JPPF, java, parallel computing, distributed computing, grid computing, parallel, distributed, cluster, grid, cloud, open source, android, .net
JPPF

The open source
grid computing
solution

 Home   About   Features   Download   Documentation   On Github   Forums 
June 03, 2023, 04:50:09 PM *
Welcome,
Please login or register.

Login with username, password and session length
Advanced search  
News: New users, please read this message. Thank you!
  Home Help Search Login Register  
Pages: [1]   Go Down

Author Topic: [JPPF v3] Default recovery configuration on server  (Read 2226 times)

kilik

  • JPPF Knight
  • **
  • Posts: 16
[JPPF v3] Default recovery configuration on server
« on: May 03, 2012, 10:30:00 AM »

According to the user guide of 3.0.1, the default value of configuration property "jppf.recovery.enabled" on server is "false". Does it mean failover will not take place if remote nodes encounter hardware failure?

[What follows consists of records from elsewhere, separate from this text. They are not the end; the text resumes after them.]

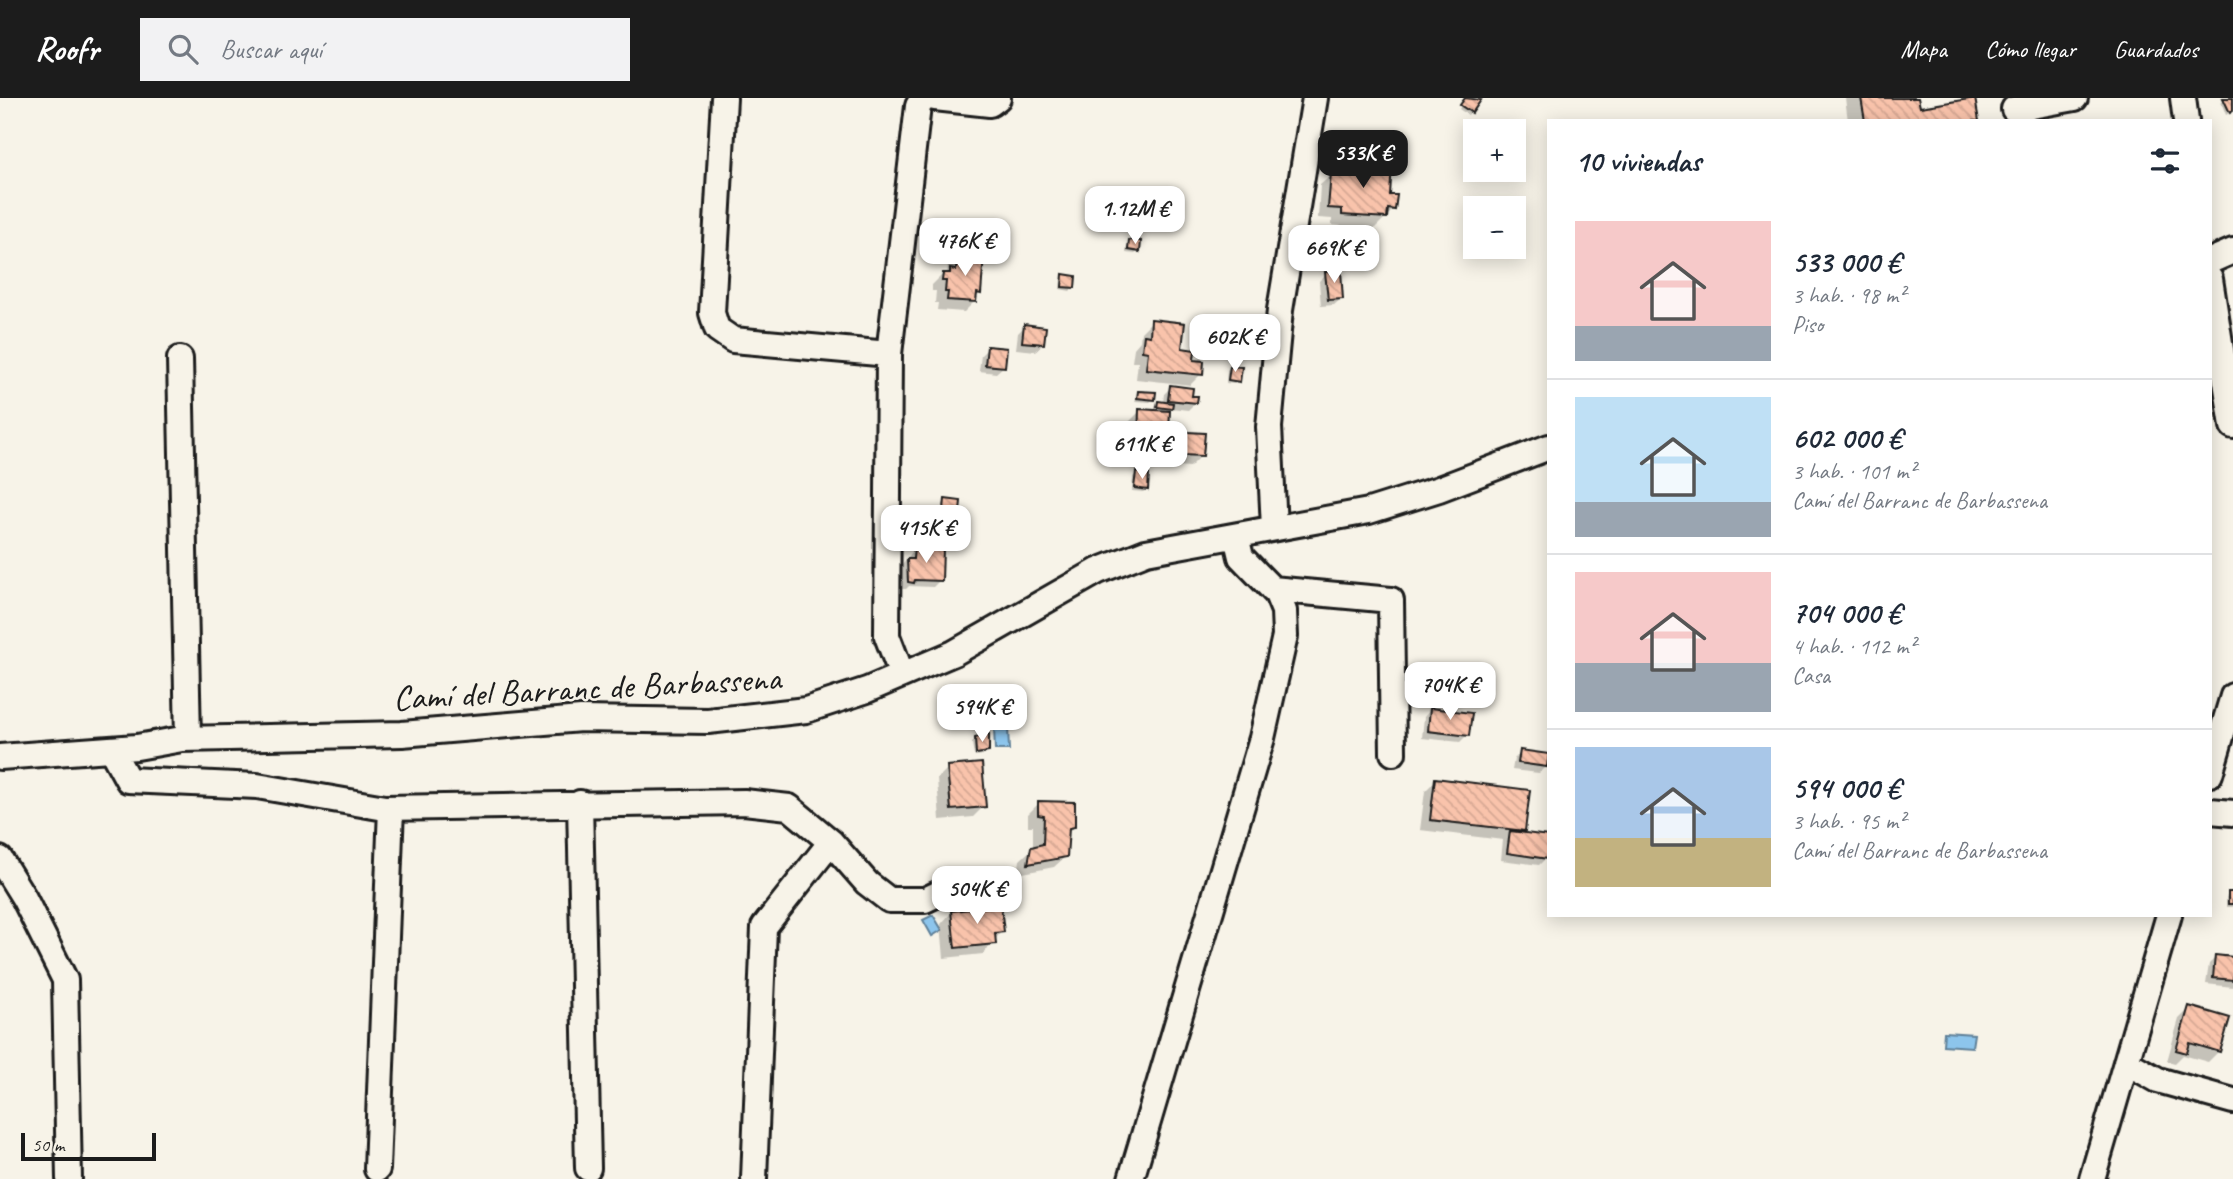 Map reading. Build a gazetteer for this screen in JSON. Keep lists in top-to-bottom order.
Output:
{
  "streets": {
    "street": ["Camí del Barranc de Barbassena"]
  },
  "scale_bar": "50 m",
  "page": {
    "header": "Roofr",
    "search": "Buscar aquí",
    "nav": ["Mapa", "Cómo llegar", "Guardados"],
    "map_buttons": ["+", "−"],
    "heading": "10 viviendas",
    "price": [
      "533K €",
      "1.12M €",
      "476K €",
      "669K €",
      "602K €",
      "611K €",
      "415K €",
      "704K €",
      "594K €",
      "504K €"
    ],
    "list": [
      {
        "name": "533 000 €",
        "note": "3 hab. · 98 m² · Piso"
      },
      {
        "name": "602 000 €",
        "note": "3 hab. · 101 m² · Camí del Barranc de Barbassena"
      },
      {
        "name": "704 000 €",
        "note": "4 hab. · 112 m² · Casa"
      },
      {
        "name": "594 000 €",
        "note": "3 hab. · 95 m² · Camí del Barranc de Barbassena"
      }
    ],
    "scale": "50 m"
  }
} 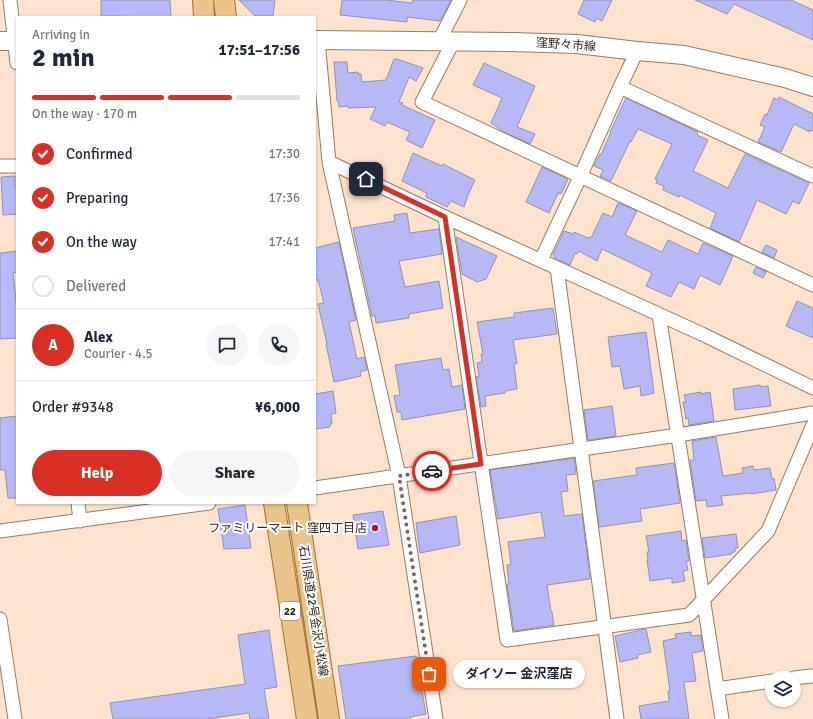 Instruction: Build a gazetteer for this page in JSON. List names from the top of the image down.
{
  "streets": {
    "main road": ["窪野々市線", "22", "石川県道22号金沢小松線"]
  },
  "places": ["ファミリーマート 窪四丁目店", "ダイソー 金沢窪店"],
  "page": {
    "heading": ["2 min", "Arriving in", "17:51–17:56"],
    "panel": [
      "Alex",
      "Courier · 4.5",
      "Order #9348",
      "¥6,000"
    ],
    "bar": "On the way · 170 m",
    "list": [
      ["Confirmed", "17:30"],
      ["Preparing", "17:36"],
      ["On the way", "17:41"],
      "Delivered"
    ],
    "round": "A",
    "buttons": ["Help", "Share"],
    "bubble": "ダイソー 金沢窪店"
  }
}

But actually, I observed the failover by running template application and simulating hardware failure on a node. So it makes me very confused about this configuration property.

Thanks for your time,
Logged

lolo

  • Administrator
  • JPPF Council Member
  • *****
  • Posts: 2272
    • JPPF Web site
Re: [JPPF v3] Default recovery configuration on server
« Reply #1 on: May 04, 2012, 08:43:30 AM »

Hello,

Sorry for the confusion. What we mean by hard failures is a category of crashes or problems that leave network connections in an inconsistant state.

For instance, if you kill a node, using "kill -9 <pid>" then the node crashes but the OS is aware of it and cleanly closes the network connections it had opened. This is not a hard failure. Furthermore, the jppf server will detect it almost immediately, and recovery of jobs running on that node can take place.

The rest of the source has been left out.